*What to work on*. Using the material below, copy every line where "check" appears.

*Records shown*.
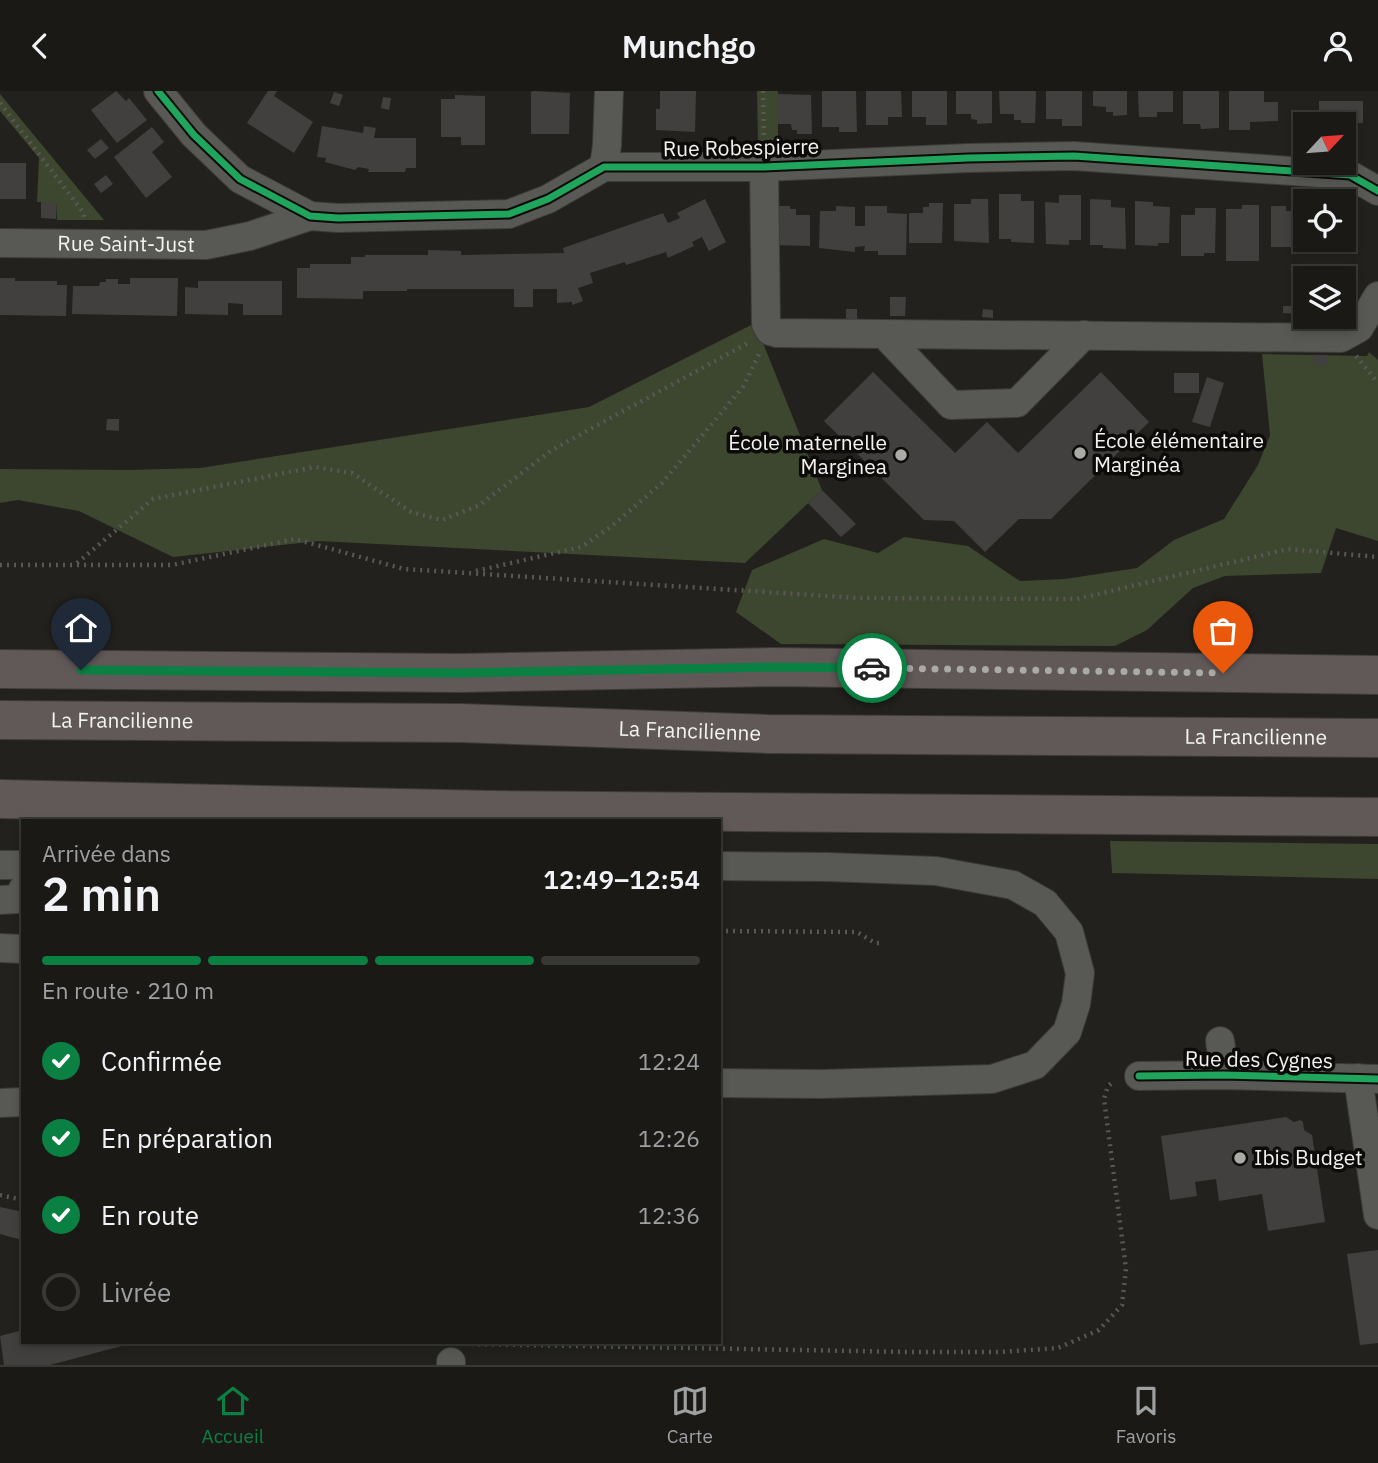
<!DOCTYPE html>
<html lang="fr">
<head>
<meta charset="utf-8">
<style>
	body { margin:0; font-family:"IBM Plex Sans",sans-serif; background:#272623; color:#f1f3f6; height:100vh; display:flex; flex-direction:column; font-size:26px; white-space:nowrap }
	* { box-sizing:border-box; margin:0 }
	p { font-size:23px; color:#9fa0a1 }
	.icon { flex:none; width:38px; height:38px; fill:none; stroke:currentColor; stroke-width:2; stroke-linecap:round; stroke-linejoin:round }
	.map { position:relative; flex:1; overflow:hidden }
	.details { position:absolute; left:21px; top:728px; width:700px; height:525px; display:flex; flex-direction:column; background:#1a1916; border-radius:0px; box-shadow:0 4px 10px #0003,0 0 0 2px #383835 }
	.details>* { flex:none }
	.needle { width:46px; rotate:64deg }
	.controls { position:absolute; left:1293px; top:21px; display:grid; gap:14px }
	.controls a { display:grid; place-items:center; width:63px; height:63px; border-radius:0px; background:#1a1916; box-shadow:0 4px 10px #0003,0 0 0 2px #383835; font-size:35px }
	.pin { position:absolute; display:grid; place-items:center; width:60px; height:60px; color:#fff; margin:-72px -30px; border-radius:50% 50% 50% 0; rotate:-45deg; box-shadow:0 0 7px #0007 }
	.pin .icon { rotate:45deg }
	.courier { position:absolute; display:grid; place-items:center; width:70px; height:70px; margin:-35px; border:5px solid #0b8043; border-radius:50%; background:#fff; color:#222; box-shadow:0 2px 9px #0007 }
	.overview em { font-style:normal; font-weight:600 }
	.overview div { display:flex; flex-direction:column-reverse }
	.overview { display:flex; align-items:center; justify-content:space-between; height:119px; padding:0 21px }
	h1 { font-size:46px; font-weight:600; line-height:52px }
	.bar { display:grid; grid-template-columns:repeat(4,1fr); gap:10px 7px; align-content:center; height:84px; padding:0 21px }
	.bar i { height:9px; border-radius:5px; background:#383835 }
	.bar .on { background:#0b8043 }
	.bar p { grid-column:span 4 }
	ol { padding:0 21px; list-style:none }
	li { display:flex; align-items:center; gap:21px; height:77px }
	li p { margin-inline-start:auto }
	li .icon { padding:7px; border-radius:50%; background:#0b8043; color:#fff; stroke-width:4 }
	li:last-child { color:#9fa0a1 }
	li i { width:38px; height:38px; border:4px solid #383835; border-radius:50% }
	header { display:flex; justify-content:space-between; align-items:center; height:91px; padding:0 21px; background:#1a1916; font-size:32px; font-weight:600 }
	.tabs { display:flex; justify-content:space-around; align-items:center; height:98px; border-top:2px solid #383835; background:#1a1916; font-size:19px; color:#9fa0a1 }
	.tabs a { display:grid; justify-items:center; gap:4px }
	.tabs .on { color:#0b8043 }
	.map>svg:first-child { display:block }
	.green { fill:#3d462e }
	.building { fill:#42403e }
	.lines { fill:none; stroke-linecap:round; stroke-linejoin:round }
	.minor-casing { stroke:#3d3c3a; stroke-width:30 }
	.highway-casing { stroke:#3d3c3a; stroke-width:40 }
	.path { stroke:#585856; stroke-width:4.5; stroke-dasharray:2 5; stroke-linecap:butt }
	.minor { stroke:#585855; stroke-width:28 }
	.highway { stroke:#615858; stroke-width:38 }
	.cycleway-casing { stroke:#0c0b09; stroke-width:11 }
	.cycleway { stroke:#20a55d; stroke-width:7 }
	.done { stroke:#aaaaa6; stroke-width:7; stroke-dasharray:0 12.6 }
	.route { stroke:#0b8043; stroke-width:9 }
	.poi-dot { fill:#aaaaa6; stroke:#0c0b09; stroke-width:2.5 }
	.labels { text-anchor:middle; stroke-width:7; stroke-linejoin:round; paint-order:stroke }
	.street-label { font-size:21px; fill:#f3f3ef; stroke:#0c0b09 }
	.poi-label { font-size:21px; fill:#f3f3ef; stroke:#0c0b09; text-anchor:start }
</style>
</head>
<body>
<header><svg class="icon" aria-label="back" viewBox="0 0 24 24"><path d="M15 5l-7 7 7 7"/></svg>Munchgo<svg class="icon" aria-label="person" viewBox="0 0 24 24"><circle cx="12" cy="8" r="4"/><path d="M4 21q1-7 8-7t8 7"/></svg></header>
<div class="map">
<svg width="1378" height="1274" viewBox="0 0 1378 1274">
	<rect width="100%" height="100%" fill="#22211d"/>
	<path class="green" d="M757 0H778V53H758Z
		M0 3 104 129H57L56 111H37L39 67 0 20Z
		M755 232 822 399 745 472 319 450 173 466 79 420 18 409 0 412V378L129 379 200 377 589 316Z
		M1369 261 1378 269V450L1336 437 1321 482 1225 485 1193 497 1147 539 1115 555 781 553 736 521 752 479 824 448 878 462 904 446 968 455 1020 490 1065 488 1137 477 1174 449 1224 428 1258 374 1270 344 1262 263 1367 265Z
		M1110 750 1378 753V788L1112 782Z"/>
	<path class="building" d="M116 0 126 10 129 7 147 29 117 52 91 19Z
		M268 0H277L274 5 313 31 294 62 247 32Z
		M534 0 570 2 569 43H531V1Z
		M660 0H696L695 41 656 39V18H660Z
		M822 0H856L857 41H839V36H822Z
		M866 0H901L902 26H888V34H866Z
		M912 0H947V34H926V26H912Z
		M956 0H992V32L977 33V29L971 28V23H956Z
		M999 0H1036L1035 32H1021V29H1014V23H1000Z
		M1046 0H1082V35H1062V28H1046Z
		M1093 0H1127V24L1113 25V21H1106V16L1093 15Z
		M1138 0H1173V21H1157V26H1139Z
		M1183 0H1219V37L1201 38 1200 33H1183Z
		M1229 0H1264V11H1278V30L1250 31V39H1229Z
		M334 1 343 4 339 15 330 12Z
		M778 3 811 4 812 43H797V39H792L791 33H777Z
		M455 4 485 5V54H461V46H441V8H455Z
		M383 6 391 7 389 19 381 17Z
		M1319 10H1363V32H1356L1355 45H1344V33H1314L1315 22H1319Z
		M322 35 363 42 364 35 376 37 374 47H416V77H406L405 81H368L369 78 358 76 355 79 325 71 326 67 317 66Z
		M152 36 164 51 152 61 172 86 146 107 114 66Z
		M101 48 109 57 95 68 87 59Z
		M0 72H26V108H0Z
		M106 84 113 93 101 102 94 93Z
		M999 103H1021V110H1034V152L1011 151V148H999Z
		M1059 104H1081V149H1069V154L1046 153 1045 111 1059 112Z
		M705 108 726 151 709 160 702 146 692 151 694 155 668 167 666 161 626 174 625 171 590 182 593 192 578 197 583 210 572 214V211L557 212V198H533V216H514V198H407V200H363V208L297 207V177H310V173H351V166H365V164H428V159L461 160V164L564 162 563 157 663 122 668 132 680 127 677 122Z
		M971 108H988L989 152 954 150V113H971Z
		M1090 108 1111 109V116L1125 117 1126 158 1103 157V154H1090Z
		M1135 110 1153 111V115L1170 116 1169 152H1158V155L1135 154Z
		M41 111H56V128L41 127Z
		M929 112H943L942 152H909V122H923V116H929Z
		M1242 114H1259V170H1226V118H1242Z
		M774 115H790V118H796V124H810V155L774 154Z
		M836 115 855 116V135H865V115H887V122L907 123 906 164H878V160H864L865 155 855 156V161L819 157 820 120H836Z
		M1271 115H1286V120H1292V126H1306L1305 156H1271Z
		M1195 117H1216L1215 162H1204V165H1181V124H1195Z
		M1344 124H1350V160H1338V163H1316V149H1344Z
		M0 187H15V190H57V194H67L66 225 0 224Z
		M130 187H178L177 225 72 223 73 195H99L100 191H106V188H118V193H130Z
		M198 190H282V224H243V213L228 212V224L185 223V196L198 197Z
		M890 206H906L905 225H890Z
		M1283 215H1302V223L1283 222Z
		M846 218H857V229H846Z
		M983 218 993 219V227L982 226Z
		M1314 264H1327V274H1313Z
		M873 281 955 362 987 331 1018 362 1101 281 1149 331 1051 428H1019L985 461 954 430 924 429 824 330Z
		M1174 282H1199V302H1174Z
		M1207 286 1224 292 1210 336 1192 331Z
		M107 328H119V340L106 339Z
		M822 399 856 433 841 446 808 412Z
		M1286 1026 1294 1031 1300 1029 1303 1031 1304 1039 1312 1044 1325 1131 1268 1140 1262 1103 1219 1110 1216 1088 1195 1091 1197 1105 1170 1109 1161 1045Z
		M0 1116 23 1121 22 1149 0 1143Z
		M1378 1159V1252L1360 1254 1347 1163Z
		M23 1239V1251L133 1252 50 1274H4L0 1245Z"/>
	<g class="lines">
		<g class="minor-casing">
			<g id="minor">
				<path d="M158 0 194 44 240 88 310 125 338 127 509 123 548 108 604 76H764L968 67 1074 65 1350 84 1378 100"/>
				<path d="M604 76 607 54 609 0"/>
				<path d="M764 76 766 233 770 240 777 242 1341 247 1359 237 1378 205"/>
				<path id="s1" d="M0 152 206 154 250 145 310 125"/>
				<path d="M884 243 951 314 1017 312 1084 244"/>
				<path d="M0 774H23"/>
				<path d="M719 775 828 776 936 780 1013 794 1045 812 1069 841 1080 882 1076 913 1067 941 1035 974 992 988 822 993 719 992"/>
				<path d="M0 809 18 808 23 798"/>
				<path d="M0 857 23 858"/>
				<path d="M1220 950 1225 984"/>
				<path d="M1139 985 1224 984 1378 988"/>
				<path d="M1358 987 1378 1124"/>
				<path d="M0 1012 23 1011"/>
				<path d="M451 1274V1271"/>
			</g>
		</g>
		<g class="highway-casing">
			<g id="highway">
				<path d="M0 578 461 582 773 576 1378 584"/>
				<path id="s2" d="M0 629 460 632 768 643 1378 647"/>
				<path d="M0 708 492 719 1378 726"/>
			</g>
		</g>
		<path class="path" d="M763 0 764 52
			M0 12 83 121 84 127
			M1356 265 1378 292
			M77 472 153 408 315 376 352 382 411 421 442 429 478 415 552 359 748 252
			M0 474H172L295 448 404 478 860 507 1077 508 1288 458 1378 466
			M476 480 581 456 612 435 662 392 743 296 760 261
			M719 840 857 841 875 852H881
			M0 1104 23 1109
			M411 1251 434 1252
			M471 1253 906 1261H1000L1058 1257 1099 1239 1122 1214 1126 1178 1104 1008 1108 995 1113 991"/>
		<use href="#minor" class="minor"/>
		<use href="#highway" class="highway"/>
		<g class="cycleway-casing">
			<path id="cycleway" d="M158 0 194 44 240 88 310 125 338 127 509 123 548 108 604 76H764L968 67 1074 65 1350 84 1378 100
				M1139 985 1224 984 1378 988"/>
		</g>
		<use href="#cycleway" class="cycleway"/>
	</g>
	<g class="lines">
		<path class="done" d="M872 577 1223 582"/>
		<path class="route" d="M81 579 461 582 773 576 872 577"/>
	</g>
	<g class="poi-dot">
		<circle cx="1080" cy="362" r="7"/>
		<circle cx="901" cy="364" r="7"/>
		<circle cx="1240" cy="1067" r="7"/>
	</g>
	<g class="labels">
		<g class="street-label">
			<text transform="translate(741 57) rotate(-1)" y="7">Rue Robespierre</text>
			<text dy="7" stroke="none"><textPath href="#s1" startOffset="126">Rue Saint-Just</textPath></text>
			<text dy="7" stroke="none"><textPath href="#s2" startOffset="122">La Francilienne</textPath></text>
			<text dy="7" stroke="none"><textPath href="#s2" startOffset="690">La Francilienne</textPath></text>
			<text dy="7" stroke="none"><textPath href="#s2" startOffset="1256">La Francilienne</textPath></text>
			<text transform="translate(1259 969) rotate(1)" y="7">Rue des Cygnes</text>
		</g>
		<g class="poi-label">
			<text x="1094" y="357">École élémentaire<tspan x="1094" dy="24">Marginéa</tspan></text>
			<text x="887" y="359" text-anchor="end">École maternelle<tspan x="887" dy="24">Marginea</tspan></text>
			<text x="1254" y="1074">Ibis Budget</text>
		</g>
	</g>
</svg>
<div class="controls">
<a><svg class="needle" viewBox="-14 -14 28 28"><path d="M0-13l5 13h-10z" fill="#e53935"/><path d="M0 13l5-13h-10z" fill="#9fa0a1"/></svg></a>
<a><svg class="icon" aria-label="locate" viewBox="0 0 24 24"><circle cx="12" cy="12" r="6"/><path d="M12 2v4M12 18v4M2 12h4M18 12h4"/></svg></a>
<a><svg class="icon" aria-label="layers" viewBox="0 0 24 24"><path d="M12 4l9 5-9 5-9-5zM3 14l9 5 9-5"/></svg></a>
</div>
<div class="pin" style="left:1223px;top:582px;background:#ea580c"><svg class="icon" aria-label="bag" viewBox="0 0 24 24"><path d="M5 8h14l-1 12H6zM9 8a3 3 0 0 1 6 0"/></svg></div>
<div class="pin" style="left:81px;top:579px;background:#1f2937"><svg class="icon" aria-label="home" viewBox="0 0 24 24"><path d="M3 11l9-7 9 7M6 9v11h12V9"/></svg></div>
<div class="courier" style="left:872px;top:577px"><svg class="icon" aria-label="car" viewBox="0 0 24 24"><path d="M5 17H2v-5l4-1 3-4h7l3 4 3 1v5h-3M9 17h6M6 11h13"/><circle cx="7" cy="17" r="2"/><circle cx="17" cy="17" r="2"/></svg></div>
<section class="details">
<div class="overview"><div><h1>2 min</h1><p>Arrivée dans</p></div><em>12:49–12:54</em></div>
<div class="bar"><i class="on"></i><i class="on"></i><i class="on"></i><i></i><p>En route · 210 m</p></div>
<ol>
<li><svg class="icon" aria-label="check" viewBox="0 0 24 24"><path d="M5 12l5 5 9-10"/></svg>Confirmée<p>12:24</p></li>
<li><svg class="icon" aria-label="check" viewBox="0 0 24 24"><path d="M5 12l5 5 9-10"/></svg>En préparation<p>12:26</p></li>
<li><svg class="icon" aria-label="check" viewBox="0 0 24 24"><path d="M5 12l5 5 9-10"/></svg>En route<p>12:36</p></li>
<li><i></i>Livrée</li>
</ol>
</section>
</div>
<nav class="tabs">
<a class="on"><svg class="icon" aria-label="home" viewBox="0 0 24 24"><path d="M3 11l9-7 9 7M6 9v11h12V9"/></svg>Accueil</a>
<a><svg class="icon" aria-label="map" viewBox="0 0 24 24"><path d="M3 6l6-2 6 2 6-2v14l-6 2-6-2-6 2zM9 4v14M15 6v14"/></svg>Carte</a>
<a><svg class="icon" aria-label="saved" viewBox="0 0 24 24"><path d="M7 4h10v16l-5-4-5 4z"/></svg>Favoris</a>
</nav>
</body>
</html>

*Answer box*.
<li><svg class="icon" aria-label="check" viewBox="0 0 24 24"><path d="M5 12l5 5 9-10"/></svg>Confirmée<p>12:24</p></li>
<li><svg class="icon" aria-label="check" viewBox="0 0 24 24"><path d="M5 12l5 5 9-10"/></svg>En préparation<p>12:26</p></li>
<li><svg class="icon" aria-label="check" viewBox="0 0 24 24"><path d="M5 12l5 5 9-10"/></svg>En route<p>12:36</p></li>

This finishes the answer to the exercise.